Getting public-private partnerships right in the US
With a US $3.8 trillion infrastructure deficit and constrained funding options[1], public-private partnerships are an excellent model for financing and delivering critical public infrastructure projects. P3 specialist Yaye-Mah Boye Sar offers guidance on how to get the best from this funding option.
Public-private partnerships (P3s) help stretch available public funding by joining with private development and investment to design, build and operate public infrastructure. While upfront procurement costs can be higher than in a traditional funding model, P3s enable projects to be delivered faster, on time and on budget, and with more efficient lifecycle considerations. The inherent features of P3s – innovation, transparency, balanced risk transfer, performance-based approach, and lifecycle and operate and maintain (O&M) considerations to name a few – lead to project outcomes that are oftentimes superior for infrastructure owners and the public.
P3s are however unique, complex and challenging, and they don’t easily apply to all project sizes and types. Public clients considering P3s must go in with eyes wide open and complete their homework before engaging in such a procurement. Here are six considerations for using P3s the right way :(The below presumes that the state, city, county entity has P3 legislation and clear regulations to enter into a P3.)

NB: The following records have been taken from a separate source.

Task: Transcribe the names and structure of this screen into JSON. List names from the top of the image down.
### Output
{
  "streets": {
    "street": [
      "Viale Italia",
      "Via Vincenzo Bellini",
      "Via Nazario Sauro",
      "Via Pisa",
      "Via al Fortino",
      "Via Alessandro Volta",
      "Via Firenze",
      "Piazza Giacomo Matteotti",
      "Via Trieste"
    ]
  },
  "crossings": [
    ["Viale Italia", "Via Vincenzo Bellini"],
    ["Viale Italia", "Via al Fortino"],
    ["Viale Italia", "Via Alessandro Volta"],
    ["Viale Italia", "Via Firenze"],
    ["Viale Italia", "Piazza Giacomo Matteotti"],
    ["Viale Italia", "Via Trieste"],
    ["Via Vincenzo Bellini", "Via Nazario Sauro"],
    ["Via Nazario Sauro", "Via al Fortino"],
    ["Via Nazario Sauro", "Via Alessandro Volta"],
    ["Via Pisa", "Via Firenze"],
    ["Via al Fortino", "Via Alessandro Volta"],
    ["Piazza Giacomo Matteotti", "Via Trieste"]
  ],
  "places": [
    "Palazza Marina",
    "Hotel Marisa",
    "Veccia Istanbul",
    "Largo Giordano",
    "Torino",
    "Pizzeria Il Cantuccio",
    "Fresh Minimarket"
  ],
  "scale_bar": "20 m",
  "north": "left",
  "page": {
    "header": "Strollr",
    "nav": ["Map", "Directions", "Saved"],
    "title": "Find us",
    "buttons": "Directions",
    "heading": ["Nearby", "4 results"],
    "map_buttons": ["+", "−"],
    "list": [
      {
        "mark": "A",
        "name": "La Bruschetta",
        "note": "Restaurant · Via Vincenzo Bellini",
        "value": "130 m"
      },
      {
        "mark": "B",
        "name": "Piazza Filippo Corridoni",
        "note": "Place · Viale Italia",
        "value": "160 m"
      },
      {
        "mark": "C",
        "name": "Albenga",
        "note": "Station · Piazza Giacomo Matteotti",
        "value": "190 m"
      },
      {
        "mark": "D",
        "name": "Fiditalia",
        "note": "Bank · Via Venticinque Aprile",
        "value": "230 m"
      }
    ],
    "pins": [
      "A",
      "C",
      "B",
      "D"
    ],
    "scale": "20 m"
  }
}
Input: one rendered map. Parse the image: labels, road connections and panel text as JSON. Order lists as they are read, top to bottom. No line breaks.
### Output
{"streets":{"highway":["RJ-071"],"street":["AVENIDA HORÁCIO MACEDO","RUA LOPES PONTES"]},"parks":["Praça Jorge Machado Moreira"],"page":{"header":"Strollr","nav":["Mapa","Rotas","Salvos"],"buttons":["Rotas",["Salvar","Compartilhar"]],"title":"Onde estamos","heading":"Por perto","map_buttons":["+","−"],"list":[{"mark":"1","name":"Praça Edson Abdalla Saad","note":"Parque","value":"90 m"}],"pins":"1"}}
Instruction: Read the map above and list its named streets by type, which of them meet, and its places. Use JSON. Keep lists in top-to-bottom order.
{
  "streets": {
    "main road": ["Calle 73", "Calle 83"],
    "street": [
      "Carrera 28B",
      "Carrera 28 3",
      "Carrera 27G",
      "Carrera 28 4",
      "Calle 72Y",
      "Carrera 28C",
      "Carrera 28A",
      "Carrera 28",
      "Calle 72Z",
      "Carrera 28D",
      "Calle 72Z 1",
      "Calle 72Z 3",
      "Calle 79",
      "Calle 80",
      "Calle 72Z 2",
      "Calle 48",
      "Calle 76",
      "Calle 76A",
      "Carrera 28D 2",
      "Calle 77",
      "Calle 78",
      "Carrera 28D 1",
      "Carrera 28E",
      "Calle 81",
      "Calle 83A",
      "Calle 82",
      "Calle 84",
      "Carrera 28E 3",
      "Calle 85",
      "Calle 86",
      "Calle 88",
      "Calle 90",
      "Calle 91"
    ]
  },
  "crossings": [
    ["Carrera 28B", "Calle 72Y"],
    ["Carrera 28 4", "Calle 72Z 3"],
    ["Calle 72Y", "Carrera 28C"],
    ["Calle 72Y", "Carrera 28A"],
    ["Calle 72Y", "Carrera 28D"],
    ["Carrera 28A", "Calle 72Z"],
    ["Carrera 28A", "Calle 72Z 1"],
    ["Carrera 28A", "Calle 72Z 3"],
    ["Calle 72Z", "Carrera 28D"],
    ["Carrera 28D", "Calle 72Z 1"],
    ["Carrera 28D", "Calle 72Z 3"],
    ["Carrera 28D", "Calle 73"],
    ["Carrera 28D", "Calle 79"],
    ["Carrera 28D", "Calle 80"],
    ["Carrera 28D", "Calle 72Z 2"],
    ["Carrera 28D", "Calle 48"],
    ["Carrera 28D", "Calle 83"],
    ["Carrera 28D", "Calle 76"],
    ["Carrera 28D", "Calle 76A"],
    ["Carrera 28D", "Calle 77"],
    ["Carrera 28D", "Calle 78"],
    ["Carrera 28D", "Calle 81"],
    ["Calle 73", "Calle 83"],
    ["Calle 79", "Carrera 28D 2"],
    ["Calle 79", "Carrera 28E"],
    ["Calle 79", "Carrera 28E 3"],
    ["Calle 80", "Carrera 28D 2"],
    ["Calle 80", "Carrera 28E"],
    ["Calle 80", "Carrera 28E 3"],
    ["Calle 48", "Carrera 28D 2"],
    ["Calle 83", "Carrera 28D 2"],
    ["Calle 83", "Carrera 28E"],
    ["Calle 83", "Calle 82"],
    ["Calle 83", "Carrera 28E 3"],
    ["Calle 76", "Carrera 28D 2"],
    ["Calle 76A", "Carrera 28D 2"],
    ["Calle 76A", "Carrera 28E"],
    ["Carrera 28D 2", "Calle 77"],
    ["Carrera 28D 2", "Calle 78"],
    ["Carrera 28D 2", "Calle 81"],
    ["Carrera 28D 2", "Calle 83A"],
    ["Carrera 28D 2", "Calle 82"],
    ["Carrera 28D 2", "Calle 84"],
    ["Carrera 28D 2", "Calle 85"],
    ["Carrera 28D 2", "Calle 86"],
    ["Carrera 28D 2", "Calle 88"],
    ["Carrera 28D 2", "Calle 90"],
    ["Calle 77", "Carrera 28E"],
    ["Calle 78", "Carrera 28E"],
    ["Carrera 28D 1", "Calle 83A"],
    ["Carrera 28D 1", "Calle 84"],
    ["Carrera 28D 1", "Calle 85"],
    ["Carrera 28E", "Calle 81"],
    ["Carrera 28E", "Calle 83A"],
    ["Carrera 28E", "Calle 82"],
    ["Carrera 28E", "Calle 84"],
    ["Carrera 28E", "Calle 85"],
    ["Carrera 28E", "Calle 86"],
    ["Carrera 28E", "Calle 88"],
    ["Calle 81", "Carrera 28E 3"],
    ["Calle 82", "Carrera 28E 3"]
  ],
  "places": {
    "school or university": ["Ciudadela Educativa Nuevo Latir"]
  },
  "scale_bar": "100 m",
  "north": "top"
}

1. Select the right project
While very effective, P3s are not suitable for all projects. Infrastructure owners should conduct the necessary due diligence in terms of project selection. This can be done through a project screening and prioritization process whereby candidate projects are evaluated across various criteria. Suitable projects would at a minimum meet some of the criteria below:
• Criticality: Meets a public need and brings significant economic benefits
• Political support AND public support: Has rock-solid political support from a project champion such as a governor, mayor, or county executive. Support of the populace is equally important
• Preparation level: Preliminary studies / environmental process underway / value-for-money analysis
• Financial feasibility: Is the project financially feasible? What is its revenue generating potential if any? Are there revenue or funding sources dedicated?
• Size and complexity: Is the project of sufficient size and complexity (smaller projects can be bundled)?
2. Dedicate resources for the process: hire experienced advisors and increase staff P3 capacity
Allocate resources for project preparation and P3 technical, procurement, legal, financial advisors. Advisors will help you
• Prepare a business case / project definition
• Determine whether P3 is best method (various screening tools / value for money analysis)
• Assess regulatory and legal framework and what is required to go forward with a P3
• Identify the right form of contract (risk transfer)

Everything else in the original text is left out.